*Problem to work on*: Look below for the line containing "const ctx = document.querySelector('canvas').getContext('2d');"; from there, print each line exactly up to and including the line containing "ctx.font = font", and stop.

*Stored data entries*:
____

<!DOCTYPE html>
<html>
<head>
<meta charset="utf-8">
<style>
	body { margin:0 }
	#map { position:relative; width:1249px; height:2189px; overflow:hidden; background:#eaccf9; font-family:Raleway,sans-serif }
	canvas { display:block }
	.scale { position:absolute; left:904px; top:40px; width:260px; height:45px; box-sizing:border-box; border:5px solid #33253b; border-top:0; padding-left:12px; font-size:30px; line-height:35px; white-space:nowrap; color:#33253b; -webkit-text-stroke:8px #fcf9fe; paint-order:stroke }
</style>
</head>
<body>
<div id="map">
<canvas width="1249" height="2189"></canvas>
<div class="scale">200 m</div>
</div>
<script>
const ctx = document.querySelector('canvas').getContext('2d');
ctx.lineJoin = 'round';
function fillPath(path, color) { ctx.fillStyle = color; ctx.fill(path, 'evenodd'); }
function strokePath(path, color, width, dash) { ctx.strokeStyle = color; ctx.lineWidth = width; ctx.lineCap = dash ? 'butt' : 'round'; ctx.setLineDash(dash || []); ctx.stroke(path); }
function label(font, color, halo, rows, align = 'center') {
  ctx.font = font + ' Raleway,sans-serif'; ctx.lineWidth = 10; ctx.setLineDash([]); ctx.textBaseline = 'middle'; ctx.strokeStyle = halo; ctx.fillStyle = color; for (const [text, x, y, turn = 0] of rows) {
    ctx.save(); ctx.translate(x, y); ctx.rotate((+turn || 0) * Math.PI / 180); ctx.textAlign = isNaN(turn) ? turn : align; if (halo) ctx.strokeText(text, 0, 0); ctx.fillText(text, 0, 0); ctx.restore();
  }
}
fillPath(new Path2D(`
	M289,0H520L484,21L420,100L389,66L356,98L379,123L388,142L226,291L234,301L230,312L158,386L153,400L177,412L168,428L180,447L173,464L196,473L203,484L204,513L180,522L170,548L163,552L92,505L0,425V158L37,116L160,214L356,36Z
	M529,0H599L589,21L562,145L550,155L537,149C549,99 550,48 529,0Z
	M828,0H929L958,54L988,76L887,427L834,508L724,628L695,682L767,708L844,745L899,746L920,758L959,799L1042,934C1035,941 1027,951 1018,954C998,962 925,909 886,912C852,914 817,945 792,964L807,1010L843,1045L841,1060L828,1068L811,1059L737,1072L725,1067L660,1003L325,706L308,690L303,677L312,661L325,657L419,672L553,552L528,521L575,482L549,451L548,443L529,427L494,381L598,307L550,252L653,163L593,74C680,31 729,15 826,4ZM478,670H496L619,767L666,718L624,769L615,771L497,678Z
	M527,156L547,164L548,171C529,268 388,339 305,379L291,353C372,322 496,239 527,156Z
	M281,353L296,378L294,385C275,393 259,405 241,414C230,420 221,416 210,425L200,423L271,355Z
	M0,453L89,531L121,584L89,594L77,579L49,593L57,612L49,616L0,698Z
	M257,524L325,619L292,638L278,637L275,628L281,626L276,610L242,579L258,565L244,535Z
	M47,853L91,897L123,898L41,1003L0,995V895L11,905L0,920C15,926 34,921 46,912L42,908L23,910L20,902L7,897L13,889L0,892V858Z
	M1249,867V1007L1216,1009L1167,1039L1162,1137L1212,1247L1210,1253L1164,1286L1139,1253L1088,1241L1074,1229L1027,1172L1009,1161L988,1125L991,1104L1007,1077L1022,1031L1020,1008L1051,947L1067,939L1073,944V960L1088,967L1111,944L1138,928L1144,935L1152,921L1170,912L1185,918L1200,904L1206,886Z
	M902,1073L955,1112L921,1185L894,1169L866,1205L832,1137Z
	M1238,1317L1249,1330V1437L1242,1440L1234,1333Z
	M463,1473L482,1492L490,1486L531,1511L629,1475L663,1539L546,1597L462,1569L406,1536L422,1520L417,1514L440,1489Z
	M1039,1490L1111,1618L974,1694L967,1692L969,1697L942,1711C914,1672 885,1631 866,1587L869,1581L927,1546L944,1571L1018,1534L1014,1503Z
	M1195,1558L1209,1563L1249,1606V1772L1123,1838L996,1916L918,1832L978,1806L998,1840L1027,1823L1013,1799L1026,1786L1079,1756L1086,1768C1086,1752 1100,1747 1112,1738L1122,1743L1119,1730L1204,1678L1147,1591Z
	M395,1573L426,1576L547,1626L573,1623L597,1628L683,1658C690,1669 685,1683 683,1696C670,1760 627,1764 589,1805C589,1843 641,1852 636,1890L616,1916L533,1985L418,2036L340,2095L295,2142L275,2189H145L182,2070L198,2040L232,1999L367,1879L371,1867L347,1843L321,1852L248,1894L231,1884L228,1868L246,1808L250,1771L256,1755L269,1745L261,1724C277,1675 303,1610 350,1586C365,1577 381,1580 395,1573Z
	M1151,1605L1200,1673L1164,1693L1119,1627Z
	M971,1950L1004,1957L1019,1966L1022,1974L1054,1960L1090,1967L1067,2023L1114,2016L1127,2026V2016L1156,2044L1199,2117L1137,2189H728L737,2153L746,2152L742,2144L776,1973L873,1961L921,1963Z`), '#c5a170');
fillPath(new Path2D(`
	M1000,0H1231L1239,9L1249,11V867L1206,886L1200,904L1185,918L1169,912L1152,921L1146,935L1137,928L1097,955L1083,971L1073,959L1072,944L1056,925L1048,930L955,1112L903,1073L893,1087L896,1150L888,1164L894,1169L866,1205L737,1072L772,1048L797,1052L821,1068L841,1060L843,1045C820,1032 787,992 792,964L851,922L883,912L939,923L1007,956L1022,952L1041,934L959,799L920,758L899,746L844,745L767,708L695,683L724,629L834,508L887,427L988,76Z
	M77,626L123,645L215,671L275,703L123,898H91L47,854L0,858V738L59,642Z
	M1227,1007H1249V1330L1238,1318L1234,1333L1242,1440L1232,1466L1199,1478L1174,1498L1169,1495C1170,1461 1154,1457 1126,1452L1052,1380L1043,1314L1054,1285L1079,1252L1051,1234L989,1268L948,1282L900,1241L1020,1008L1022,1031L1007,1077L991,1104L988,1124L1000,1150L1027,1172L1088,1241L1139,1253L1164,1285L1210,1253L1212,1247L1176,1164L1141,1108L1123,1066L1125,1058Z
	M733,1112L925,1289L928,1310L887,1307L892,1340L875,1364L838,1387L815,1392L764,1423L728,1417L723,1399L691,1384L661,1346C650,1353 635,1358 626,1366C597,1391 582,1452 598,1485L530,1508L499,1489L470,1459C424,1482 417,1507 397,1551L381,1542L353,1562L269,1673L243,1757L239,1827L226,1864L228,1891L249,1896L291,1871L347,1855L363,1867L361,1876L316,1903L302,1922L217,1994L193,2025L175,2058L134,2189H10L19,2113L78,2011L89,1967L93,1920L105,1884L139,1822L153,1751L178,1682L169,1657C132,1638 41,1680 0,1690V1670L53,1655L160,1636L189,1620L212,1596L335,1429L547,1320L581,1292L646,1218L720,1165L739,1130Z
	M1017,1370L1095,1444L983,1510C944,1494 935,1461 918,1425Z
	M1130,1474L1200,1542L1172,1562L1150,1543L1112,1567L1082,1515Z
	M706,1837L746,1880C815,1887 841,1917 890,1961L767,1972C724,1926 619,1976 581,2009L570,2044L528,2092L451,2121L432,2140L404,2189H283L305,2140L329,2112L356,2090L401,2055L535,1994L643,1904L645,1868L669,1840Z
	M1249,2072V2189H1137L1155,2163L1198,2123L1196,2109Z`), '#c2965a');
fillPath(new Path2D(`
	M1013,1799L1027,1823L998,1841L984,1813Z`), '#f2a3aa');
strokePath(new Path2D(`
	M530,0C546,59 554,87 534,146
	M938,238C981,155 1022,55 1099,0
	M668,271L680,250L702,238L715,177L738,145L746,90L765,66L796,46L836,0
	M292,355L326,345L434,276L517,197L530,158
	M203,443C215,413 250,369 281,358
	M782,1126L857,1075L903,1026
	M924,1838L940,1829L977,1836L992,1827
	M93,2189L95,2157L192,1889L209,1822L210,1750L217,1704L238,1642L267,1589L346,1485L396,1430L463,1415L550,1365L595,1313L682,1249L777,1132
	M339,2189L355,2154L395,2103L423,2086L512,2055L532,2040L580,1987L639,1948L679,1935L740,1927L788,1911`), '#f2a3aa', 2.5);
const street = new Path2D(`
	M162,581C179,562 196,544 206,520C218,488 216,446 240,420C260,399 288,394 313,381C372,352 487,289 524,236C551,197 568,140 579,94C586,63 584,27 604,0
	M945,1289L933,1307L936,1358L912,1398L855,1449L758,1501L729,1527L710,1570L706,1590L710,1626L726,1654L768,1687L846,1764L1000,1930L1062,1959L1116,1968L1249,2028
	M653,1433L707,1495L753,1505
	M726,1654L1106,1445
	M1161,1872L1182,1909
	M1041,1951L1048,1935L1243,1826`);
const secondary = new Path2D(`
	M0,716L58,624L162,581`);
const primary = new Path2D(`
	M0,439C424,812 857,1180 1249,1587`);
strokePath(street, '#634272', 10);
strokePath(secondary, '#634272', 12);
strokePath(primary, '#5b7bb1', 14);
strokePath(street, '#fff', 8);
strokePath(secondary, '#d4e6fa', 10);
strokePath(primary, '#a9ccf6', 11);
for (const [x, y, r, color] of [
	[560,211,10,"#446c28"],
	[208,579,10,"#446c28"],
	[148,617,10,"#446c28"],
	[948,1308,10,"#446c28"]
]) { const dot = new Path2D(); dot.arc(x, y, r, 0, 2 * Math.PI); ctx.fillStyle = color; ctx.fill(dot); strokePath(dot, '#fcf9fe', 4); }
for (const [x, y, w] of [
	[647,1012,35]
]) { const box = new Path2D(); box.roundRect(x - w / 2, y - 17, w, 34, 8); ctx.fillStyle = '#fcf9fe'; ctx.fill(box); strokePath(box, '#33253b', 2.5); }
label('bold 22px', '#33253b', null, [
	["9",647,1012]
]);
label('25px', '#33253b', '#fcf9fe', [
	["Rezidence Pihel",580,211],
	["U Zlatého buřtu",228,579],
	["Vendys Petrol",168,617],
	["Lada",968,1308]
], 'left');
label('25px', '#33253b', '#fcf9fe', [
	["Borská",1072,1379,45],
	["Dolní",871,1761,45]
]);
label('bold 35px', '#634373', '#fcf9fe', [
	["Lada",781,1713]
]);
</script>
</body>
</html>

____

*Expected output*:
const ctx = document.querySelector('canvas').getContext('2d');
ctx.lineJoin = 'round';
function fillPath(path, color) { ctx.fillStyle = color; ctx.fill(path, 'evenodd'); }
function strokePath(path, color, width, dash) { ctx.strokeStyle = color; ctx.lineWidth = width; ctx.lineCap = dash ? 'butt' : 'round'; ctx.setLineDash(dash || []); ctx.stroke(path); }
function label(font, color, halo, rows, align = 'center') {
  ctx.font = font + ' Raleway,sans-serif'; ctx.lineWidth = 10; ctx.setLineDash([]); ctx.textBaseline = 'middle'; ctx.strokeStyle = halo; ctx.fillStyle = color; for (const [text, x, y, turn = 0] of rows) {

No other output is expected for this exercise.